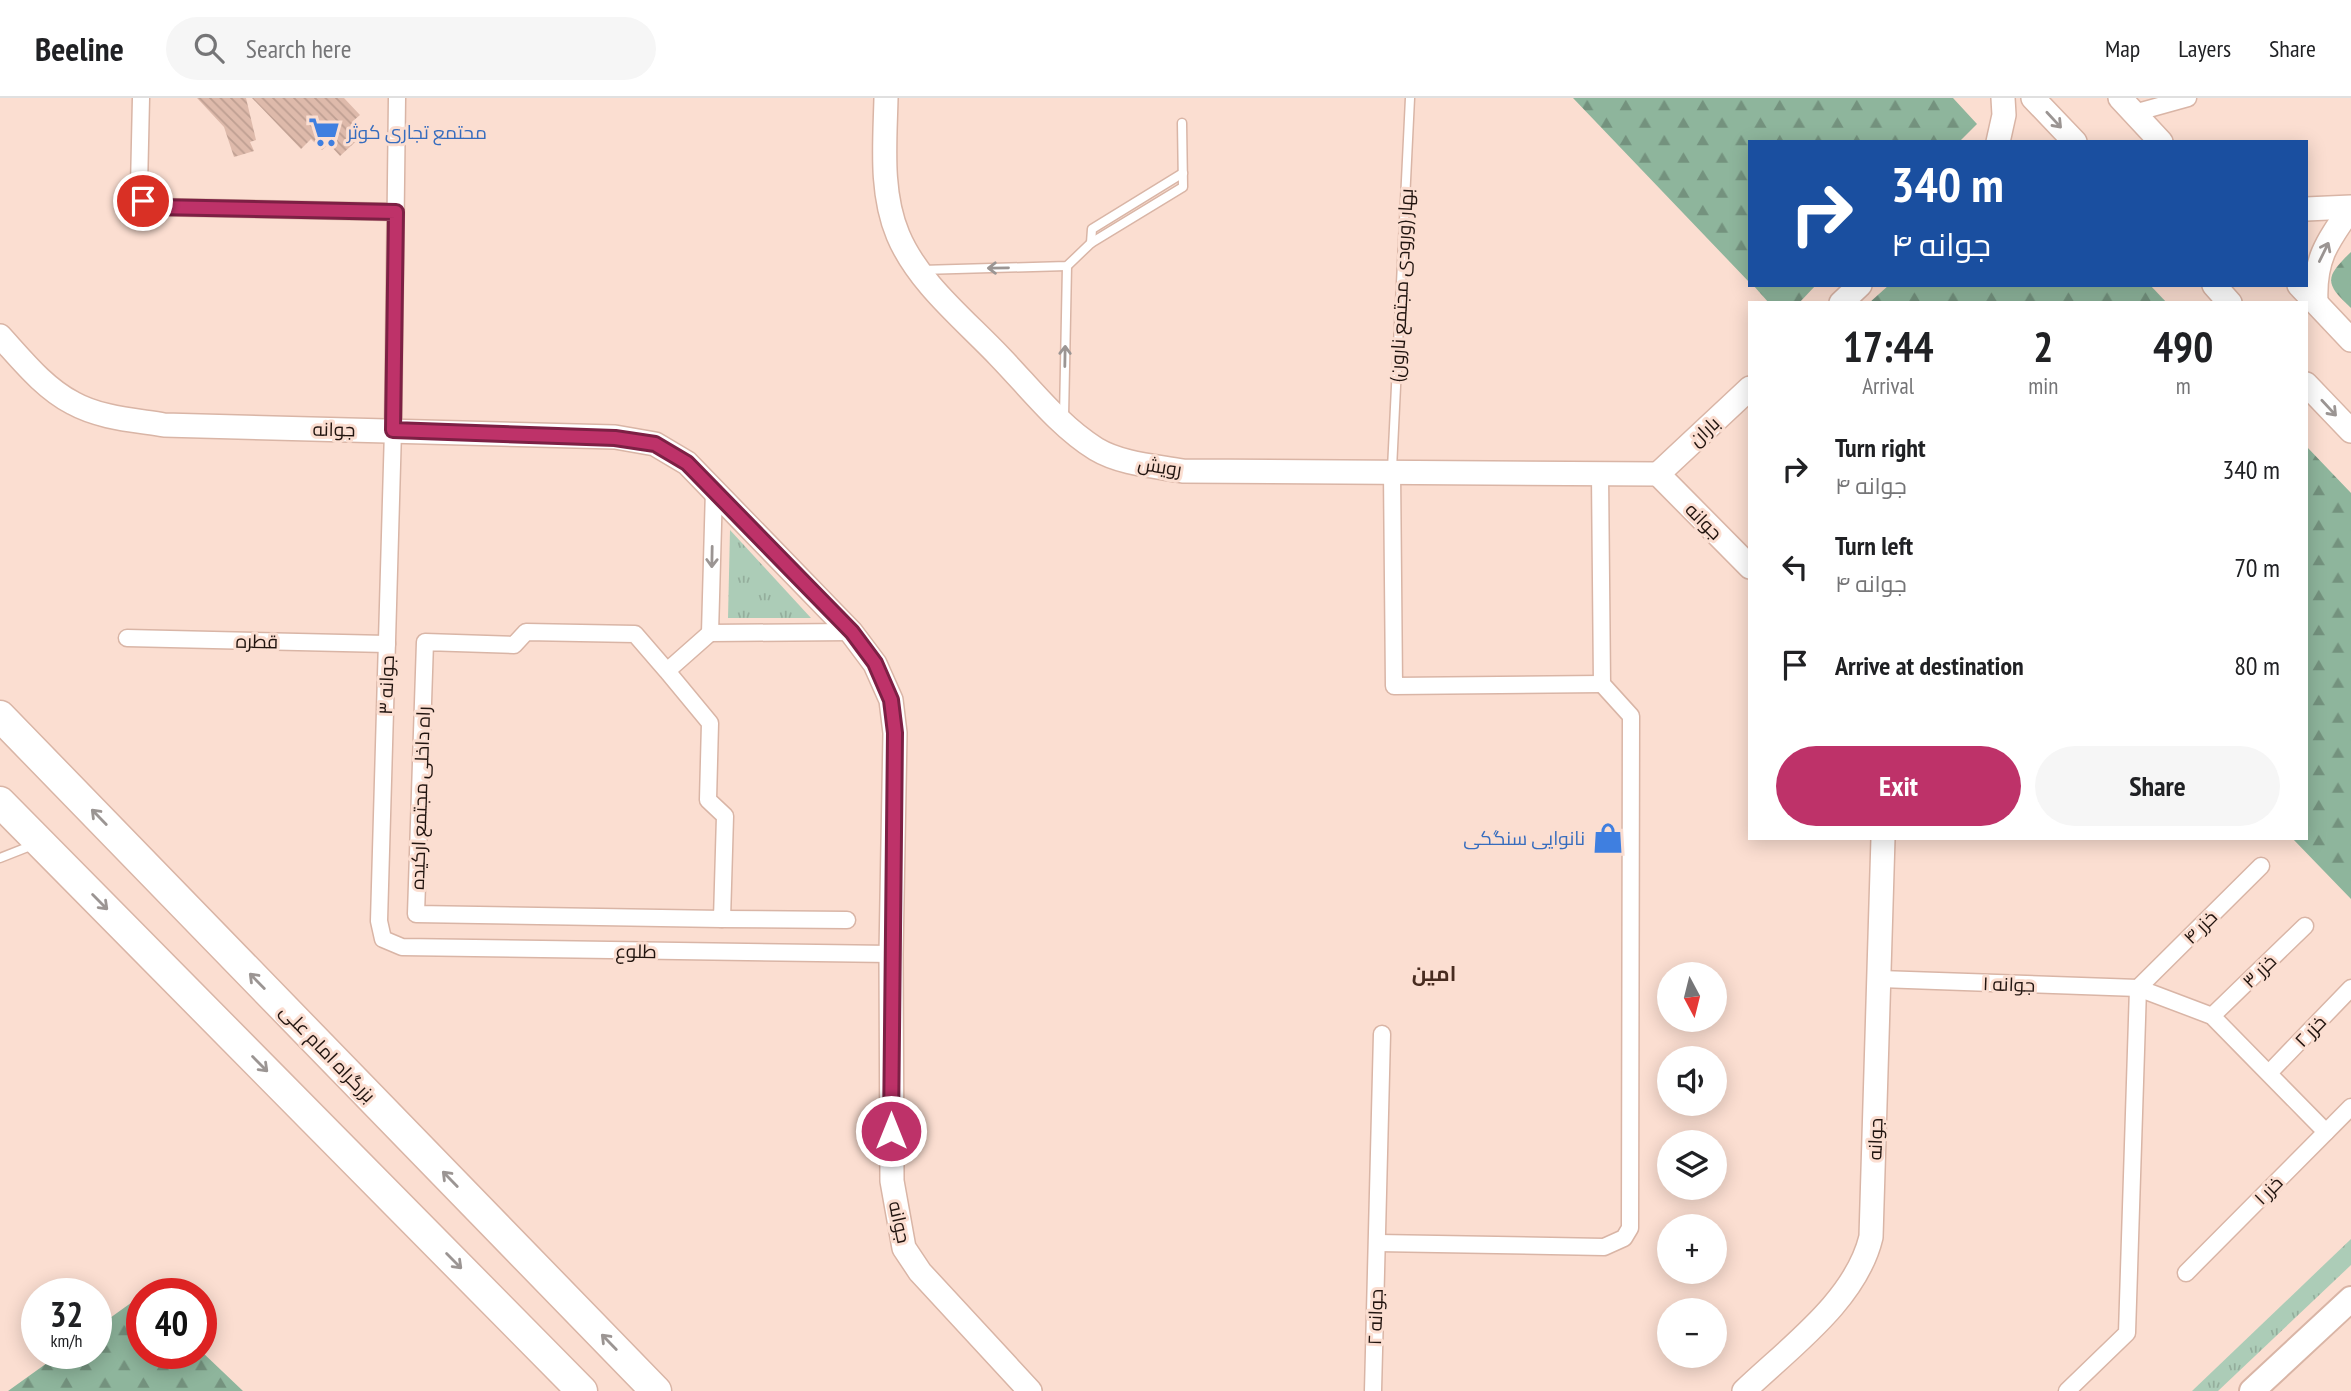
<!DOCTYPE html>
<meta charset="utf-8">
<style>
body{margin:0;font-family:"PT Sans Narrow",Cairo,sans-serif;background:#f6f6f6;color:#202124;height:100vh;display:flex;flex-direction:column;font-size:26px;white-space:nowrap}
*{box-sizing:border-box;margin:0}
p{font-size:23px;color:#757577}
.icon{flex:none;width:38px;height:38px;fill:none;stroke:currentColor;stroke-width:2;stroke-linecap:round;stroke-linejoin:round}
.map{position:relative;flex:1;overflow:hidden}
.side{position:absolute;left:1748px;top:203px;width:560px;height:539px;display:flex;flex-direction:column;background:#fff;border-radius:0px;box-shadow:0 4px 18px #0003}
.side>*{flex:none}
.hud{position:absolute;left:1748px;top:42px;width:560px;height:147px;border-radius:0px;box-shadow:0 4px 18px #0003;background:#1a4fa0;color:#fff;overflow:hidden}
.needle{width:46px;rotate:173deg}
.controls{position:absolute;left:1657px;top:864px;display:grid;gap:14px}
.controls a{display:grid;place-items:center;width:70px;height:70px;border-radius:50%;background:#fff;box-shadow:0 4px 18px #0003;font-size:35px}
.speed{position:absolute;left:21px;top:1180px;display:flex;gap:14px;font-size:35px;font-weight:700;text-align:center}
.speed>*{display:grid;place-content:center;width:91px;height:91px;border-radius:50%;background:#fff;box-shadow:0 4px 18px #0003;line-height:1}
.speed small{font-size:18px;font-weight:400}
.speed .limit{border:10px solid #d22;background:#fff;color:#111}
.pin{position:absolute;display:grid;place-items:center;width:60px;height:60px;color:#fff;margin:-30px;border:4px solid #fff;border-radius:50%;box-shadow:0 2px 7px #0007}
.me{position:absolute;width:77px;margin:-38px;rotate:0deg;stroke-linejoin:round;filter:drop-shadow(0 0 5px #0008)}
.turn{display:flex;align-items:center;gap:24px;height:147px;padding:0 28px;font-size:32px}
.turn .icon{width:91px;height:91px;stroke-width:2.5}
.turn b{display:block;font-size:49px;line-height:60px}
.eta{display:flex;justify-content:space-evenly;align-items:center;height:119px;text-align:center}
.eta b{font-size:42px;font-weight:700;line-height:49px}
.primary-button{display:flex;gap:14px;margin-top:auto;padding:14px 28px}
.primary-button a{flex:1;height:80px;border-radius:42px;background:#be3269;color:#fff;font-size:28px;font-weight:700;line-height:80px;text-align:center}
.primary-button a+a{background:#f6f6f6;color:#202124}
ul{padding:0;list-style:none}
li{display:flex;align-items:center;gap:21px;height:98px;padding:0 28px}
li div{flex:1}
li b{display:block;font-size:26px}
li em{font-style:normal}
header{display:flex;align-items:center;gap:42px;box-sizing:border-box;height:98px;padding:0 35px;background:#fff;border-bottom:2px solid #e0e0e0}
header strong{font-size:33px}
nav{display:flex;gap:38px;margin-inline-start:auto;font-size:24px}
.search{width:490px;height:63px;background:#f6f6f6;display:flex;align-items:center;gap:18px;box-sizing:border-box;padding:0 24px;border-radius:38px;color:#757577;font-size:26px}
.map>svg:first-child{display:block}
.forest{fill:url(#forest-firs)}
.park{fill:url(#park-tufts)}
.building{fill:url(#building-back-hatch)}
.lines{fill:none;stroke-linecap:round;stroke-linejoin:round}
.lane-casing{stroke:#d9b5a6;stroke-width:11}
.street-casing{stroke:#d9b5a6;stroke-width:19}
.secondary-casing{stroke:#d9b5a6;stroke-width:26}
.primary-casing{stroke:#d9b5a6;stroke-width:28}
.highway-casing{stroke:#d9b5a6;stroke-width:33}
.lane{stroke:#fff;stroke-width:8}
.street{stroke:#fff;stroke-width:16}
.secondary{stroke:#fff;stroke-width:23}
.primary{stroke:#fff;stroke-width:24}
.highway{stroke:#fff;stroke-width:30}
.oneway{stroke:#9b9593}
.route-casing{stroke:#7c2044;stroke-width:18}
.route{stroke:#be3269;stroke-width:12}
.labels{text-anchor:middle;stroke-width:6;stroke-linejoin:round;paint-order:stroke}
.shop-label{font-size:19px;fill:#366cbe;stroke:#fbded1;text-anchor:start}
.street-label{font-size:19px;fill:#21140f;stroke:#fbded1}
.neighbourhood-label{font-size:21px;font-weight:bold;fill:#482c20;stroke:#fbded1}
</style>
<header>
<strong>Beeline</strong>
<div class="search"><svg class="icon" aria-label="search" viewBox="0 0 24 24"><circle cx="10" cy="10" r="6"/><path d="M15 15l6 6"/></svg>Search here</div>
<nav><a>Map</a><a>Layers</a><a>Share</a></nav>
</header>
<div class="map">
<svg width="2351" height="1293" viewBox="0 0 2351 1293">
<defs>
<pattern id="forest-firs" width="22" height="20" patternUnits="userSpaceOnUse" patternTransform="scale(1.75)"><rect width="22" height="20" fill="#8eb59c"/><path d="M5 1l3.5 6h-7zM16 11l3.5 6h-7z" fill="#74927e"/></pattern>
<pattern id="park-tufts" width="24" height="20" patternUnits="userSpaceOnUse" patternTransform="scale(1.75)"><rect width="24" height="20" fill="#acccb7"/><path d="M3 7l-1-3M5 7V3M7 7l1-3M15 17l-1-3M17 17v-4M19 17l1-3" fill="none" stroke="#94ae9c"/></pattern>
<pattern id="building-back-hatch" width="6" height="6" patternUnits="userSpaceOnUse" patternTransform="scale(1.75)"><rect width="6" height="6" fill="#debaab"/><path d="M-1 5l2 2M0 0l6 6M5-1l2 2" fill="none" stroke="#be9f92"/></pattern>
</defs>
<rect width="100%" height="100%" fill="#fbded1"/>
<g class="forest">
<path d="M 1573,0 L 1953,0 L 1977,26 L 1959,44 L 1750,44 L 1750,185 Z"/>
<path d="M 2351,154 L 2351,210 C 2324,185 2325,179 2351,154 Z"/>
<path d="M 1753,187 L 1816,187 L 1799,205 L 1769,205 Z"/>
<path d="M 1889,187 L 2150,187 L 2167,205 L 1869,205 Z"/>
<path d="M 2307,349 L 2351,395 L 2351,801 L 2292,740 L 2306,740 Z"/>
<path d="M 142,1197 L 142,1255 L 201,1253 L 243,1293 L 8,1293 L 61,1255 L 96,1255 L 96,1230 Z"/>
</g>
<g class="park">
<path d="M 730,432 L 811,520 L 728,520 Z"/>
<path d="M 2351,1141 L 2351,1167 L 2218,1293 L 2192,1293 Z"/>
</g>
<g class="building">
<path d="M 197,0 L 246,0 L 256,42 L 250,44 L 254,53 L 234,59 L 224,29 Z"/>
<path d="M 252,0 L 344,0 L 360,17 L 353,23 L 364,36 L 340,58 L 329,46 L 322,52 L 311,41 L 301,51 Z"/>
</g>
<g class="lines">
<defs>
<g id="lane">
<path d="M 1091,145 L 1092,131 L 1183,75"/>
<path d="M 921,172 L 1067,168 L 1091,145 L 1183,89 L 1182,25"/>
<path d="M 1064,319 L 1067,168"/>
<path d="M 1392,371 L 1410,0"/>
<path d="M 0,760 L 33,747"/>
</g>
<g id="street">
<path d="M 141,0 L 139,89 L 143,103 L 156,109 L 395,114"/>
<path d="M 397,0 L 393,332 L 379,823 L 383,841 L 402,849 L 891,856"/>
<path d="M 2134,15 L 2188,0"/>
<path d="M 1392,374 L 1394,588 L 1602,586"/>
<path d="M 714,391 L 710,535 L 851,534"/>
<path d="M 127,540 L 387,546"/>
<path d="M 667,573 L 710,625 L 708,702 L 725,718 L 722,821 L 416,816 L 425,544 L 514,547 L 526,534 L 635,536 L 667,573 L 710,535"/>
<path d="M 722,821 L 847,822"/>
<path d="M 1880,881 L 2138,890 L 2212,918 L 2326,1034"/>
<path d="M 2138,890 L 2261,768"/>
<path d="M 2212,918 L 2305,828"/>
<path d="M 2269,975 L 2351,890"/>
<path d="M 1378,1145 L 1604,1149 L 1624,1140 L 1630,1130 L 1631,618 L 1602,586 L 1600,376"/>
<path d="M 2186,1175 L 2351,1009"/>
<path d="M 1373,1293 L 1382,936"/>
<path d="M 2067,1293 L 2127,1235 L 2138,890"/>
</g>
<g id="secondary">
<path d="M 886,0 C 885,45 880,94 898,137 C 918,185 965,222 1000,259 C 1030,290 1059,328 1096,351 C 1121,366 1155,368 1183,373 L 1658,376"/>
<path d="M 2033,0 L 2075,44"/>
<path d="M 2120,0 L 2161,44"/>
<path d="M 1998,44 L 2004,17 L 2003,0"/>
<path d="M 2306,111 L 2351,109"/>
<path d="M 2214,187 L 2230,205"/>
<path d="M 2299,187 L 2351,242"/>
<path d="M 2316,204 C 2314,161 2327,144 2351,110"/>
<path d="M 1841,205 L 1860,187"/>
<path d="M 0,238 C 22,262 44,290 73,305 C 100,320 134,322 164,327 L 615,339 L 655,346 L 687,365 L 851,534 L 875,566 L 891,602 L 895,635 L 891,856 L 892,1083 L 904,1150 L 920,1174 L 1030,1293"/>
<path d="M 2306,286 L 2351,333"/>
<path d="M 1658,376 L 1750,469"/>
<path d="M 1658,376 L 1750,290"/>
<path d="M 1744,1293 C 1790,1249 1856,1202 1871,1139 L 1883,740"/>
</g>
<path id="primary" d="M 2252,1293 L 2351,1201"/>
<g id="highway">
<path d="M 0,618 L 656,1293"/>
<path d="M 0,704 L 582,1293"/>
</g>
</defs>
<use href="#lane" class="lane-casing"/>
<use href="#street" class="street-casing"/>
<use href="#secondary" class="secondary-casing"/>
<use href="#primary" class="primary-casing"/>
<use href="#highway" class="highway-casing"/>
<use href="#lane" class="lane"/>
<use href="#street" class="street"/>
<use href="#secondary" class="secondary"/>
<use href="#primary" class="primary"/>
<use href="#highway" class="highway"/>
</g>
<defs><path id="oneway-shaft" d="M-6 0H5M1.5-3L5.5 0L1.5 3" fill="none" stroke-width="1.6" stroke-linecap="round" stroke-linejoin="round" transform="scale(1.75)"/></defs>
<g class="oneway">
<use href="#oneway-shaft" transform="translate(2054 22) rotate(47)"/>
<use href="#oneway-shaft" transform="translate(2324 154) rotate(-64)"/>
<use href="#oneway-shaft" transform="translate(998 170) rotate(179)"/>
<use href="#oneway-shaft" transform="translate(1065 258) rotate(-89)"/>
<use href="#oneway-shaft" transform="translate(2329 310) rotate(47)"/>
<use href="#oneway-shaft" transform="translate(712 459) rotate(91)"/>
<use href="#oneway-shaft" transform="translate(99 719) rotate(-134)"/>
<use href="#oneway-shaft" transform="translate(100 804) rotate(45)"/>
<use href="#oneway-shaft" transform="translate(257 883) rotate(-134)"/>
<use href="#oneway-shaft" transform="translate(260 966) rotate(45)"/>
<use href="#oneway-shaft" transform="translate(450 1081) rotate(-134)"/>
<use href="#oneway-shaft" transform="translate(454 1163) rotate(45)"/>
<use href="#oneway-shaft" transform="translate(609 1244) rotate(-134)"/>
</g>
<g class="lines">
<defs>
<path id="route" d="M 143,103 L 156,109 L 396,114 L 393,332 L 615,340 L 655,346 L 687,365 L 852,534 L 875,565 L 891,602 L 895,635 L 891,1033"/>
</defs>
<use href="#route" class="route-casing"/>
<use href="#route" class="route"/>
</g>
<defs>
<symbol id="supermarket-bare" viewBox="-9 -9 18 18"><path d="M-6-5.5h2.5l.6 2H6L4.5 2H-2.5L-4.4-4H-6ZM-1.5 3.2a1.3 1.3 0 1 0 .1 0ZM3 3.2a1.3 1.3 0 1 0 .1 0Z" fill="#3f7fe0" stroke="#fbded1" stroke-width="2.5" paint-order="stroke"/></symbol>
<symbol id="shop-bare" viewBox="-9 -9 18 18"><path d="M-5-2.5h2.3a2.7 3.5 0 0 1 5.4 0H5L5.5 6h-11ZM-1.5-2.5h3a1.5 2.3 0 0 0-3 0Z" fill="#3f7fe0" stroke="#fbded1" stroke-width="2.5" paint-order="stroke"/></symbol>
</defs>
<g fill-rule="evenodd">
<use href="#supermarket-bare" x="302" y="12" width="44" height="44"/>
<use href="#shop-bare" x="1586" y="718" width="44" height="44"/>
</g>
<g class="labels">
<g class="shop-label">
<text x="347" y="41">محتمع تجاری کوثر</text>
<text x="1585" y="747" text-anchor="end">نانوایی سنگکی</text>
</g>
<g class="street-label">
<text transform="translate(1401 187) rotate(-87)" y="7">بهار (ورودی مجتمع نارون)</text>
<text transform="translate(334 331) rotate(1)" y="7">جوانه</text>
<text transform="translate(1704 333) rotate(-43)" y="7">باران</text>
<text transform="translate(1160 368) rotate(9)" y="7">رویش</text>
<text transform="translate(1704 423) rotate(45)" y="7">جوانه</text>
<text transform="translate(257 543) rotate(1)" y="7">قطره</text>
<text transform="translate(386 587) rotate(-88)" y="7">جوانه ۳</text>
<text transform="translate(420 700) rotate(-88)" y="7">راه داخلی مجتمع ارکیده</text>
<text transform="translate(2200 829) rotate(-45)" y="7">خزر ۴</text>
<text transform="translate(636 853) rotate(1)" y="7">طلوع</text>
<text transform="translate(2259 873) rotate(-44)" y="7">خزر ۳</text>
<text transform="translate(2009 886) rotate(2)" y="7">جوانه ۱</text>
<text transform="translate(2310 933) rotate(-46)" y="7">خزر ۲</text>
<text transform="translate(328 955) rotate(46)" y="7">بزرگراه امام علی</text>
<text transform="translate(1875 1041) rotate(-88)" y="7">جوانه</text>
<text transform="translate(2268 1092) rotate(-45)" y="7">خزر ۱</text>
<text transform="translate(900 1124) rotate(77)" y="7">جوانه</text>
<text transform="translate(1375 1219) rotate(-88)" y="7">جوانه ۲</text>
</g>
<g class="neighbourhood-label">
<text x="1434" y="883">امین</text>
</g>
</g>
</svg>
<div class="controls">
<a><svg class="needle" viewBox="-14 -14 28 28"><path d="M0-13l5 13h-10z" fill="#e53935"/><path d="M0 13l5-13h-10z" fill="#757577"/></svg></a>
<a><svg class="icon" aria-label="sound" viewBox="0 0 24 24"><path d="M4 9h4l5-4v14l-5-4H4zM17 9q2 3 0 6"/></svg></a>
<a><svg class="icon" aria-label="layers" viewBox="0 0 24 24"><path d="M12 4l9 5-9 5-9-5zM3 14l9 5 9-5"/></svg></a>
<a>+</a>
<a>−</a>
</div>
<div class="speed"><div>32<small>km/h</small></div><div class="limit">40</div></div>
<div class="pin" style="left:143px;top:103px;background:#d93025"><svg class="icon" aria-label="arrive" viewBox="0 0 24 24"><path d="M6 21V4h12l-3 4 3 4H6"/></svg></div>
<svg class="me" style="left:891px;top:1033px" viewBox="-20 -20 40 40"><circle r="17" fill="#be3269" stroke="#fff" stroke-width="3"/><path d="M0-11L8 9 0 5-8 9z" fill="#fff"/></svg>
<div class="hud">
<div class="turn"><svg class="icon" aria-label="right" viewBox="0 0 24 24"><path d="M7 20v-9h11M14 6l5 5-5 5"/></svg><div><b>340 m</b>جوانه ۴</div></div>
</div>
<section class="side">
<div class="eta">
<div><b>17:44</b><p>Arrival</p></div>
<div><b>2</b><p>min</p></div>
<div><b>490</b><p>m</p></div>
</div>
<ul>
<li><svg class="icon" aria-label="right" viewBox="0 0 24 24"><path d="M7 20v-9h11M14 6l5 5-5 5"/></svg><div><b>Turn right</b><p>جوانه ۴</p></div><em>340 m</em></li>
<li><svg class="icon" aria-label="left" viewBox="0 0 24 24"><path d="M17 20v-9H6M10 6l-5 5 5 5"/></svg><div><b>Turn left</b><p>جوانه ۴</p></div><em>70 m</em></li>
<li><svg class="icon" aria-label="arrive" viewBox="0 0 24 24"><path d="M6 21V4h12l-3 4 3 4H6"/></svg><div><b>Arrive at destination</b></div><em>80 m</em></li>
</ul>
<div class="primary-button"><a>Exit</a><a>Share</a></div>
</section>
</div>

====

Taking the listing above as a whole, state how many of its lines hold the string "hidden". No other output is permitted.

2